March 18, 2011
113 McBryde Hall
3:30 – 4:30
Refreshments at 3:00
Dr. Leslie Baksmaty
Department of Physics and Astronomy
Rice University
Houston, TX
“Unitary Superfluidity of Polarized Fermionic Gases in
Highly Elongated Traps”
Recent groundbreaking experiments on resonantly interacting fermionic superfluids encountered
qualitative and quantitative discrepancies which seem to be a function of the confining geometry. Despite
long familiarity with BCS (Bardeen-Cooper-Schrieffer) superfluids in a wide range of physical systems such
as nuclear matter, QCD, Astrophysics and Condensed Matter, these observations have defied theoretical
explanation. Mindful of quantum rigidity and motivated by this impasse, we study the solution space for 3dimensional fully self-consistent mean field formulation. Relying on numerical algorithms specifically
developed for this purpose, we study realistic systems with up to 10 5 atoms. We observe that the system
exhibits unexpected metastability and that the observed state is a strong function of the experimental
preparation. This is has recently been confirmed by experiments.
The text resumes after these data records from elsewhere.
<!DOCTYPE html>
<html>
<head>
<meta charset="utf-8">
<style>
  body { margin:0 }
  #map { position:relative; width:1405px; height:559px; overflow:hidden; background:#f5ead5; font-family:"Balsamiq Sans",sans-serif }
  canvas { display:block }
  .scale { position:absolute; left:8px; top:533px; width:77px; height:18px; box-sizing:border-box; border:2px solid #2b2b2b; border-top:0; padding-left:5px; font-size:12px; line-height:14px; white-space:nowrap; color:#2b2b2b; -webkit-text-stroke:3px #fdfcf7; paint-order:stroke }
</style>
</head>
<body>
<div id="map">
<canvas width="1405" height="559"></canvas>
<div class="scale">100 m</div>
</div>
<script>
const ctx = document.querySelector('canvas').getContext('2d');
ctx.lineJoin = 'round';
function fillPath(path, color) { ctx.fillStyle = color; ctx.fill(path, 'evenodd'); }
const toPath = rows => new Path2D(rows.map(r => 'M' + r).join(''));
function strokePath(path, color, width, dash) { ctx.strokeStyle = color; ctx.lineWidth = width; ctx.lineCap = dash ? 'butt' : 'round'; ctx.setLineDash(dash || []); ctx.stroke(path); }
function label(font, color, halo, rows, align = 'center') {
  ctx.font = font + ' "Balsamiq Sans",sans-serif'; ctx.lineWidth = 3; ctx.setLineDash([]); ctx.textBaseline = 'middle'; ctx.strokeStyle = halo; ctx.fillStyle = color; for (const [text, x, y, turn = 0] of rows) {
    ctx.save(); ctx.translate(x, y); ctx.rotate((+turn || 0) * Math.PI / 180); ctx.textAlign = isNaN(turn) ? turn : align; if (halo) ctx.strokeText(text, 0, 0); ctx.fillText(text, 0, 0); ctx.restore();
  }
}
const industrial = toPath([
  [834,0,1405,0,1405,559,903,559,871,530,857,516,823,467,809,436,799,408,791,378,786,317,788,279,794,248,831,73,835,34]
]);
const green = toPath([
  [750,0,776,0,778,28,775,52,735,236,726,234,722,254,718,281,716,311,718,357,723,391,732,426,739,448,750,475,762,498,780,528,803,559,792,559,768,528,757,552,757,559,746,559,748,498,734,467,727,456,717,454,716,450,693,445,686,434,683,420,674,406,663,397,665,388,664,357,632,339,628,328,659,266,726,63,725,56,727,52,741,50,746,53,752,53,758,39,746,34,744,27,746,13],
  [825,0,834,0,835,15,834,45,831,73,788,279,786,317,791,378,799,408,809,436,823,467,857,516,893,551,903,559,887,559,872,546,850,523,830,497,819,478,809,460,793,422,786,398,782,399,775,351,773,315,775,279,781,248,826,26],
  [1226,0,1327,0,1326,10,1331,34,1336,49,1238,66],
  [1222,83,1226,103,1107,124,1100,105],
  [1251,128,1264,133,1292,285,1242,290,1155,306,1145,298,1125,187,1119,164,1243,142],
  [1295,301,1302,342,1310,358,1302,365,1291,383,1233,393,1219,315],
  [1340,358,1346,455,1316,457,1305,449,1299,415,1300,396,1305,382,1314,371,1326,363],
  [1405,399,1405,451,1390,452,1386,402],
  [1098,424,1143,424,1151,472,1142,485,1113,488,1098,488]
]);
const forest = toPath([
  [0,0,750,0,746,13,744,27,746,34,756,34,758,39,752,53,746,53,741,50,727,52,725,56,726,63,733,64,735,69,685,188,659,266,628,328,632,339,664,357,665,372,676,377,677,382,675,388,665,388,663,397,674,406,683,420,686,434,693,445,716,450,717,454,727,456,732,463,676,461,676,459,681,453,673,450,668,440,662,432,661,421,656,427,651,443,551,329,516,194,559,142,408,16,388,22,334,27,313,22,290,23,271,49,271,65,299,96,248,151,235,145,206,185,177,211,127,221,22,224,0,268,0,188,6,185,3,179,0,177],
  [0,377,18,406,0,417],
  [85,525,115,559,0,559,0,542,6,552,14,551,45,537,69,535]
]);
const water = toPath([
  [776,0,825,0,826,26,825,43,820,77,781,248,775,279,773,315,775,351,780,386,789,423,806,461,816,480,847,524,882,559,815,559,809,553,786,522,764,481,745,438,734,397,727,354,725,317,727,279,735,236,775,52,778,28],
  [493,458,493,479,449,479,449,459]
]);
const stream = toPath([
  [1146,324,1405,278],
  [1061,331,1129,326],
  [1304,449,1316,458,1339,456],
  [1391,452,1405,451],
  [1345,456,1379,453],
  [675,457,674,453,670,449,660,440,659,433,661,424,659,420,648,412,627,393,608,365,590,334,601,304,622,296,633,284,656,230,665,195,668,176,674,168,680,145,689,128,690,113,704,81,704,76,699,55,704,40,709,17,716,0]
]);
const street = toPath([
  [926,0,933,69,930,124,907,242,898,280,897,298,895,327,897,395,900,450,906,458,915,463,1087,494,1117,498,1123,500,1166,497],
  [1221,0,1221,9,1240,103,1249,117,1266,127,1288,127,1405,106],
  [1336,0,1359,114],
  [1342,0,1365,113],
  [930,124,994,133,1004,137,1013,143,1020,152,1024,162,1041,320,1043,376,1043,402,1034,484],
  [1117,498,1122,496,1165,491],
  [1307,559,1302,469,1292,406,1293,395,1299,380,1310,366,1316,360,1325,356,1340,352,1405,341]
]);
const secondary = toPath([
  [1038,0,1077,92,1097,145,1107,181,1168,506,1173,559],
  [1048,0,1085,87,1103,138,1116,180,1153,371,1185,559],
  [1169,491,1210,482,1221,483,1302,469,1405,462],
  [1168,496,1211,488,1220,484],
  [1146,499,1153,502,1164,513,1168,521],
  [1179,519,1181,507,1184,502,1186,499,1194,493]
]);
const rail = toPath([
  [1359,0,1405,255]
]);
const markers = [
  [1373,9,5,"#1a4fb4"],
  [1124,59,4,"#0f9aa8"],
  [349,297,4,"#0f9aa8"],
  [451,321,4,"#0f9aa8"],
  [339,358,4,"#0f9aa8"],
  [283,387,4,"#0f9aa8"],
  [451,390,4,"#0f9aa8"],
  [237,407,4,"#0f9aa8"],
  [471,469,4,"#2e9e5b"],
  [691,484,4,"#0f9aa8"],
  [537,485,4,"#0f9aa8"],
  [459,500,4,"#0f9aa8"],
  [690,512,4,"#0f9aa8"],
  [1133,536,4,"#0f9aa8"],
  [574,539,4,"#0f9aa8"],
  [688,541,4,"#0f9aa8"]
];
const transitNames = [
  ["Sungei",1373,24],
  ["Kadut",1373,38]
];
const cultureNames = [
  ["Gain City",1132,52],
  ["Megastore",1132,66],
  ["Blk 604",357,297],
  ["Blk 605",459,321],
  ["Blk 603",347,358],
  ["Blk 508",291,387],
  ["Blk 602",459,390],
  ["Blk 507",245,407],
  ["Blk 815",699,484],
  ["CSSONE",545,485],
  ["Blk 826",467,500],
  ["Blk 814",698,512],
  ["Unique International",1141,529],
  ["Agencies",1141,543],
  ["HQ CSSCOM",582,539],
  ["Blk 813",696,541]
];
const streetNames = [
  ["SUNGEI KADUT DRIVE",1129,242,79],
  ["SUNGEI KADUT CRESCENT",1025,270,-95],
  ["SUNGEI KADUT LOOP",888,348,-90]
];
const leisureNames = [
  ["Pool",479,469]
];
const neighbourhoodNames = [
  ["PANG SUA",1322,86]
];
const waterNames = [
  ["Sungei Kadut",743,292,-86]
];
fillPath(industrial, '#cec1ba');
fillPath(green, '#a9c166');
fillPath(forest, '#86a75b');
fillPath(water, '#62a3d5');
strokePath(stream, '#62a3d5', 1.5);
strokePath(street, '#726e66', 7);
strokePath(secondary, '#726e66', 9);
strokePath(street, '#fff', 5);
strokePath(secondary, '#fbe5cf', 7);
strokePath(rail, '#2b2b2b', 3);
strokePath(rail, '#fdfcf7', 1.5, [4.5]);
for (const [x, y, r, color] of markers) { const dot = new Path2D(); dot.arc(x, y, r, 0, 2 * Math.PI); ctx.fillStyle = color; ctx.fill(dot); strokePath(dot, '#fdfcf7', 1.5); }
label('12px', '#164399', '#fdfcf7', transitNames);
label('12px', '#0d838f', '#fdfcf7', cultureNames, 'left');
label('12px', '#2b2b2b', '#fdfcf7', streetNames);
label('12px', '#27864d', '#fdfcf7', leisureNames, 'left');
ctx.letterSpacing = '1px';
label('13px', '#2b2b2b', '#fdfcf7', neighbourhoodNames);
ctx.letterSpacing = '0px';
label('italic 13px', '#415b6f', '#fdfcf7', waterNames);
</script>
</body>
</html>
Dr. Leslie Baksmaty was born in Ghana and he attended primary and high school there. After A-levels in
Ghana, he enrolled as an undergraduate at the University of Rochester. While there he worked with Nick
Bigelow, a professor of optics and atomic physics. He did his Ph.D. thesis on dynamics of vortex lattices in
ultra-cold atomic gases. He did a 2 year post-doc at Georgia tech where he worked with Uzi Landman,
winner of the APS Raman prize for computational physics and a pioneer of computational physics and
chemistry. He has been a post-doc at Rice University for 3 years. He is a part of the DARPA OLE program
which seeks to simulate quantum properties of real materials using ultra-cold atomic systems. Within this
effort his focus is on the fate of polarized strongly interacting s-wave superconducting. He is trying to
produce the phase diagram within the cross-over from 1 to 3 dimensions.